======== Supplied entries

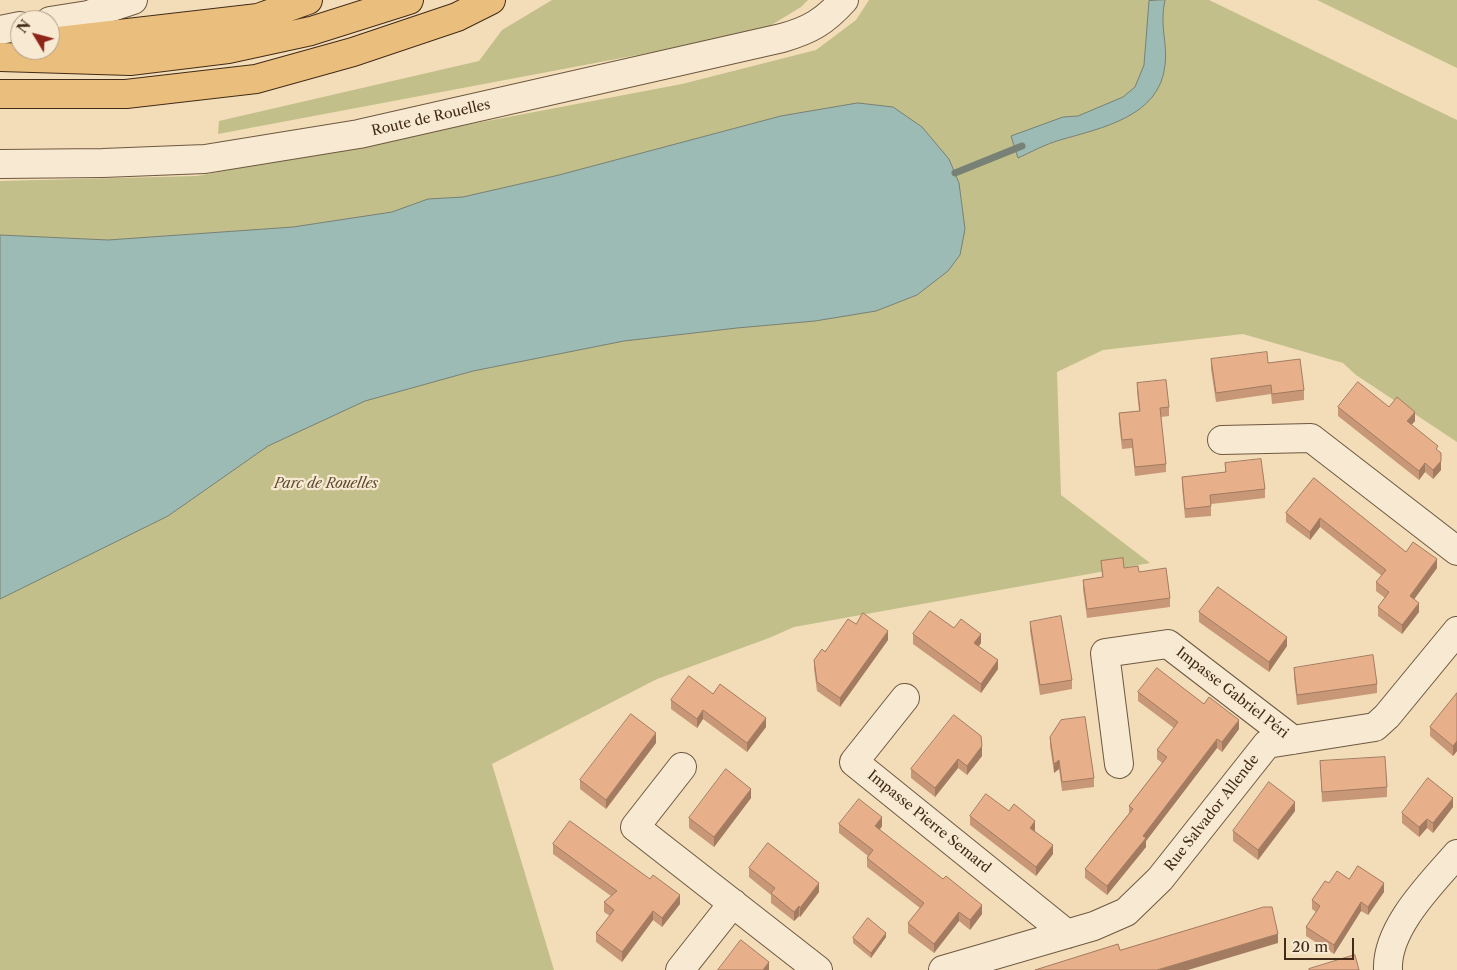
<!DOCTYPE html>
<meta charset="utf-8">
<style>
body{margin:0}
#map{position:relative;width:1457px;height:970px;overflow:hidden;background:#f3ddb9;font-family:"Libre Caslon Text",serif}
canvas{display:block}
.north{position:absolute;left:10px;top:10px;width:50px;height:50px;box-sizing:border-box;background:#f7e9d2;border:1px solid #af9d87;border-radius:50%;rotate:307deg;font-size:14px;font-weight:700;line-height:20px;text-align:center;color:#422b17}
.north::after{content:'';display:block;margin:auto;width:18px;height:22px;background:#8f2418;clip-path:polygon(50% 0,100% 100%,50% 72%,0 100%)}
.scale{position:absolute;left:1284px;top:938px;width:70px;height:22px;box-sizing:border-box;border:2px solid #422b17;border-top:0;padding-left:6px;font-size:15px;line-height:18px;white-space:nowrap;color:#422b17;-webkit-text-stroke:4px #f7e9d2;paint-order:stroke}
</style>
<div id="map">
<canvas width="1457" height="970"></canvas>
<div class="north">N</div>
<div class="scale">20 m</div>
</div>
<script>
const context = document.querySelector('canvas').getContext('2d');
context.lineJoin = 'round';
function paint(path, color) {
  context.fillStyle = color;
  context.fill(path, 'evenodd');
}
function stroke(path, color, width, dash) {
  context.strokeStyle = color;
  context.lineWidth = width;
  context.lineCap = dash ? 'butt' : 'round';
  context.setLineDash(dash || []);
  context.stroke(path);
}
function drawText(font, color, halo, rows, align = 'center') {
  context.font = font + ' "Libre Caslon Text",serif';
  context.lineWidth = 4.5;
  context.setLineDash([]);
  context.textBaseline = 'middle';
  context.strokeStyle = halo;
  context.fillStyle = color;
  for (const [text, x, y, turn = 0] of rows) {
    context.save();
    context.translate(x, y);
    context.rotate((+turn || 0) * Math.PI / 180);
    context.textAlign = isNaN(turn) ? turn : align;
    if (halo) context.strokeText(text, 0, 0);
    context.fillText(text, 0, 0);
    context.restore();
  }
}
paint(new Path2D(`
 M552,0h256l-7,7 -41,25 -542,102 1,-13 260,-60 23,-31z
 M869,0h340l248,120v322l-101,-67 -13,-12 -100,-29 -140,16 -46,22 4,123 89,68 -356,64 -25,11 -112,41 -165,85 62,206h-554v-789l197,-5 485,-92 134,-34 40,-30z
 M1317,0h140v68z`), '#c2bf8a');
const water = new Path2D(`
 M1165,0c-6,26 3,43 0,65 -5,52 -64,63 -105,75 -14,4 -29,12 -42,18l-7,-22 52,-19 15,-1 45,-19 12,-10 9,-22 5,-64z
 M858,103l35,4 29,20 27,32 10,24 6,46 -5,26 -12,16 -31,24 -41,16 -61,10 -78,7 -113,13 -151,30 -108,30 -97,45 -100,70 -168,83v-364l108,5 185,-13 99,-15 36,-13 35,-2 96,-22 222,-59z`);
paint(water, '#9cbbb4');
stroke(water, '#788175', 1);
stroke(new Path2D(`
 M955,173l67,-27`), '#788175', 7);
const minor = new Path2D(`
 M50,21l38,-6 45,-15
 M0,30l20,-4
 M0,164l103,-1 102,-4 154,-25 423,-96c28,-8 42,-16 62,-38
 M1222,440l89,-2 146,113
 M905,698l-51,64 213,172
 M1119,764l-14,-111 63,-9 125,96
 M682,767l-47,60 183,143
 M680,970l53,-67
 M943,970l151,-44 32,-14 34,-33 107,-135 108,-17 12,-11 70,-85
 M1388,970c-2,-42 43,-86 69,-116`);
const highway = new Path2D(`
 M50,42l208,-24 50,-18
 M0,57l130,4 98,-12 83,-18 98,-31
 M0,94h126l130,-15 97,-27 104,-35 34,-17`);
stroke(minor, '#6e5840', 30);
stroke(highway, '#422b17', 30);
stroke(minor, '#f7e9d2', 28);
stroke(highway, '#eabe7c', 28);
paint(new Path2D(`
 M1211,359l57,4 36,27v10l-32,4 -1,-10 -55,8 -5,-33z
 M1137,383l32,24v9l-8,1 5,47v8l-31,4 -3,-28 -10,1 -3,-27v-9l20,-2 -2,-19z
 M1338,407h51l26,14 -4,4 27,26 3,19 -8,9 -8,-7 -6,8 -81,-64z
 M1225,463l40,26v9l-54,6v12l-26,2 -3,-32v-9l43,-5z
 M1314,478l92,74 31,16 -23,31 5,13 -17,22 -24,-18v-9l7,-9 -9,-7v-9l6,-6 -62,-49 -10,13 -24,-18v-9z
 M1101,561l38,11 31,26v9l-83,11 -4,-29v-9l19,-3z
 M1199,612l88,34 -18,26 -70,-50z
 M1030,622l42,58v9l-32,6 -10,-64z
 M856,624l32,16 -48,67 -23,-16 -3,-22v-9z
 M954,628l27,15 -2,3 19,23 -17,24 -68,-49v-10z
 M1294,668l83,16v9l-80,12 -3,-28z
 M1138,692l66,12 35,25 -17,23 -5,-4 -71,93v6l-39,48 -22,-17v-9l44,-56v-7l33,-43 -5,-4v-9l17,-22 -36,-27z
 M1457,693v58l-4,5 -23,-20v-9z
 M713,694l53,33 -19,25 -44,-33 -6,9 -26,-19v-9z
 M1050,737l44,41v9l-32,4 -3,-22 -5,4 -4,-27z
 M656,743l-50,66 -26,-20v-9z
 M982,746v10l-15,19 -9,-7 -23,29 -24,-19v-9z
 M1320,761l67,26v10l-65,5z
 M751,798l-37,49 -25,-19v-10z
 M1453,807l-20,26 -6,-5 -8,9 -17,-14v-10z
 M1009,811l26,19v1l18,23 -17,22 -66,-51v-9z
 M1295,811l-37,49 -25,-19v-10z
 M839,824l43,2 -2,4 102,84 -12,16 -11,-9 -25,32 -26,-20v-10l12,-15 -53,-41v-9l1,-2 -29,-23z
 M553,844l127,60 -18,23 -9,-7 -31,42 -26,-20v-9l14,-17 -6,-4v-10l7,-6 -58,-42z
 M749,868l70,24 -19,25 -1,-1 -5,5 -23,-18v-8l-22,-18z
 M1349,879l35,13 -16,23 -7,-4 -27,43 -28,-18v-9l10,-15 -4,-3v-9z
 M886,937l-15,21 -18,-15v-5z`), '#c89777');
paint(new Path2D(`
 M1415,412v9l-8,9v-9z
 M1441,461v9l-8,9v-9z
 M1425,463v9l-6,8v-9z
 M1320,518v9l-10,13v-8z
 M1437,559v9l-27,37v-9z
 M1419,603v9l-17,22v-9z
 M888,631v9l-48,67v-9z
 M981,634v9l-7,9v-9z
 M1287,637v9l-18,26v-10z
 M998,660v9l-17,24v-9z
 M703,710v9l-6,9v-9z
 M766,718v9l-19,25v-9z
 M1239,720v9l-17,23v-10z
 M656,733v10l-50,66v-9z
 M1217,739v9l-71,93v6l-39,48v-9l36,-50z
 M1457,741v10l-4,5v-10z
 M982,746v10l-15,19v-9z
 M958,759v9l-23,29v-9z
 M1059,760v9l-5,4v-9z
 M751,789v9l-37,49v-10z
 M1453,798v9l-20,26v-10z
 M1295,802v9l-37,49v-10z
 M882,817v9l-7,9v-9z
 M1427,819v9l-8,9v-10z
 M1035,821v9l-5,7v-9z
 M1053,845v9l-17,22v-9z
 M819,883v9l-19,25v-9z
 M1384,883v9l-16,23v-8z
 M680,895v9l-18,23v-9z
 M1361,902v9l-27,43v-9z
 M982,905v9l-12,16v-10z
 M799,906v10l-5,5v-9z
 M653,911v9l-31,42v-10z
 M959,912v9l-25,32v-9z
 M886,933v4l-15,21v-5z
 M1278,934v9l-90,27h-31z
 M769,962v8h-6z`), '#a27b61');
const building = new Path2D(`
 M1267,352l1,11 32,-4 4,31 -32,4 -1,-9 -55,8 -5,-34z
 M1166,380l3,27 -9,1 6,56 -31,3 -3,-28 -10,1 -3,-27 21,-2 -3,-28z
 M1358,382l31,25 8,-10 18,15 -8,9 31,25 -2,3 5,4v8l-8,9 -8,-7 -6,8 -81,-64z
 M1261,459l4,30 -55,6 1,11 -26,3 -3,-32 44,-5 -1,-9z
 M1314,478l92,74 7,-10 24,17 -27,37 9,7 -17,22 -24,-18 11,-15 -13,-10 10,-12 -66,-52 -10,14 -24,-19z
 M1123,558l1,10 14,-2 1,6 27,-4 4,30 -83,11 -4,-29 20,-3 -2,-16z
 M1218,587l69,50 -18,25 -70,-50z
 M930,611l24,17 7,-9 20,15 -7,9 24,17 -17,24 -68,-50z
 M863,613l25,18 -48,67 -23,-16 -3,-22 8,-11 3,3 23,-33 8,5z
 M1061,616l11,64 -32,5 -10,-63z
 M1373,655l4,29 -80,11 -3,-27z
 M1157,668l47,36 5,-7 30,23 -17,22 -5,-3 -74,97 3,2 -39,48 -22,-17 48,-60 -4,-3 38,-49 -10,-7 21,-28 -40,-30z
 M689,676l24,18 7,-10 46,34 -19,25 -44,-33 -6,9 -26,-19z
 M1457,693v48l-4,5 -23,-19z
 M631,714l25,19 -50,67 -26,-20z
 M954,715l27,21 1,10 -15,20 -9,-7 -23,29 -24,-19z
 M1085,717l9,61 -32,4 -3,-22 -5,4 -4,-27 11,-17z
 M1385,757l2,30 -65,5 -2,-31z
 M726,769l25,20 -37,48 -25,-19z
 M1428,778l25,20 -20,25 -6,-4 -8,8 -17,-14z
 M1269,782l26,20 -37,48 -25,-19z
 M986,794l23,17 5,-7 21,17 -5,7 23,17 -17,22 -66,-51z
 M859,799l23,18 -7,9 68,53 3,-3 36,29 -12,15 -11,-8 -25,32 -26,-21 16,-20 -57,-45 6,-8 -34,-26z
 M570,821l80,58 3,-4 27,20 -18,23 -9,-7 -31,41 -26,-19 18,-23 -10,-8 13,-11 -64,-47z
 M768,843l51,40 -19,25 -1,-2 -5,6 -23,-19 4,-5 -26,-20z
 M1358,866l26,17 -16,24 -7,-5 -27,43 -28,-18 14,-21 -8,-6 13,-19 4,2 8,-12 12,8z
 M1264,907h8l6,27 -121,36h-122l83,-26 2,6z
 M868,918l18,15 -15,20 -18,-15z
 M741,940l28,22 -6,8h-45z
 M1355,955l4,15h-50v-1z`);
paint(building, '#e8b08a');
stroke(building, '#a27b61', 1);
drawText('14px', '#422b17', '#f7e9d2', [
 ["Route de Rouelles",431,118,-13],
 ["Impasse Gabriel Péri",1232,693,38],
 ["Rue Salvador Allende",1212,813,-52],
 ["Impasse Pierre Semard",929,822,39]
]);
drawText('italic 14px', '#5c492e', '#f7e9d2', [
 ["Parc de Rouelles",326,484]
]);
</script>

================

• Task: Your task is to transcribe, with no changes, only the lines of the listing above that lie between the line holding "M1138,692l66,12 35,25 -17,23" and the line holding "M1218,587l69,50 -18,25 -70,-50z", inclusive.

• Answer to this exercise:
 M1138,692l66,12 35,25 -17,23 -5,-4 -71,93v6l-39,48 -22,-17v-9l44,-56v-7l33,-43 -5,-4v-9l17,-22 -36,-27z
 M1457,693v58l-4,5 -23,-20v-9z
 M713,694l53,33 -19,25 -44,-33 -6,9 -26,-19v-9z
 M1050,737l44,41v9l-32,4 -3,-22 -5,4 -4,-27z
 M656,743l-50,66 -26,-20v-9z
 M982,746v10l-15,19 -9,-7 -23,29 -24,-19v-9z
 M1320,761l67,26v10l-65,5z
 M751,798l-37,49 -25,-19v-10z
 M1453,807l-20,26 -6,-5 -8,9 -17,-14v-10z
 M1009,811l26,19v1l18,23 -17,22 -66,-51v-9z
 M1295,811l-37,49 -25,-19v-10z
 M839,824l43,2 -2,4 102,84 -12,16 -11,-9 -25,32 -26,-20v-10l12,-15 -53,-41v-9l1,-2 -29,-23z
 M553,844l127,60 -18,23 -9,-7 -31,42 -26,-20v-9l14,-17 -6,-4v-10l7,-6 -58,-42z
 M749,868l70,24 -19,25 -1,-1 -5,5 -23,-18v-8l-22,-18z
 M1349,879l35,13 -16,23 -7,-4 -27,43 -28,-18v-9l10,-15 -4,-3v-9z
 M886,937l-15,21 -18,-15v-5z`), '#c89777');
paint(new Path2D(`
 M1415,412v9l-8,9v-9z
 M1441,461v9l-8,9v-9z
 M1425,463v9l-6,8v-9z
 M1320,518v9l-10,13v-8z
 M1437,559v9l-27,37v-9z
 M1419,603v9l-17,22v-9z
 M888,631v9l-48,67v-9z
 M981,634v9l-7,9v-9z
 M1287,637v9l-18,26v-10z
 M998,660v9l-17,24v-9z
 M703,710v9l-6,9v-9z
 M766,718v9l-19,25v-9z
 M1239,720v9l-17,23v-10z
 M656,733v10l-50,66v-9z
 M1217,739v9l-71,93v6l-39,48v-9l36,-50z
 M1457,741v10l-4,5v-10z
 M982,746v10l-15,19v-9z
 M958,759v9l-23,29v-9z
 M1059,760v9l-5,4v-9z
 M751,789v9l-37,49v-10z
 M1453,798v9l-20,26v-10z
 M1295,802v9l-37,49v-10z
 M882,817v9l-7,9v-9z
 M1427,819v9l-8,9v-10z
 M1035,821v9l-5,7v-9z
 M1053,845v9l-17,22v-9z
 M819,883v9l-19,25v-9z
 M1384,883v9l-16,23v-8z
 M680,895v9l-18,23v-9z
 M1361,902v9l-27,43v-9z
 M982,905v9l-12,16v-10z
 M799,906v10l-5,5v-9z
 M653,911v9l-31,42v-10z
 M959,912v9l-25,32v-9z
 M886,933v4l-15,21v-5z
 M1278,934v9l-90,27h-31z
 M769,962v8h-6z`), '#a27b61');
const building = new Path2D(`
 M1267,352l1,11 32,-4 4,31 -32,4 -1,-9 -55,8 -5,-34z
 M1166,380l3,27 -9,1 6,56 -31,3 -3,-28 -10,1 -3,-27 21,-2 -3,-28z
 M1358,382l31,25 8,-10 18,15 -8,9 31,25 -2,3 5,4v8l-8,9 -8,-7 -6,8 -81,-64z
 M1261,459l4,30 -55,6 1,11 -26,3 -3,-32 44,-5 -1,-9z
 M1314,478l92,74 7,-10 24,17 -27,37 9,7 -17,22 -24,-18 11,-15 -13,-10 10,-12 -66,-52 -10,14 -24,-19z
 M1123,558l1,10 14,-2 1,6 27,-4 4,30 -83,11 -4,-29 20,-3 -2,-16z
 M1218,587l69,50 -18,25 -70,-50z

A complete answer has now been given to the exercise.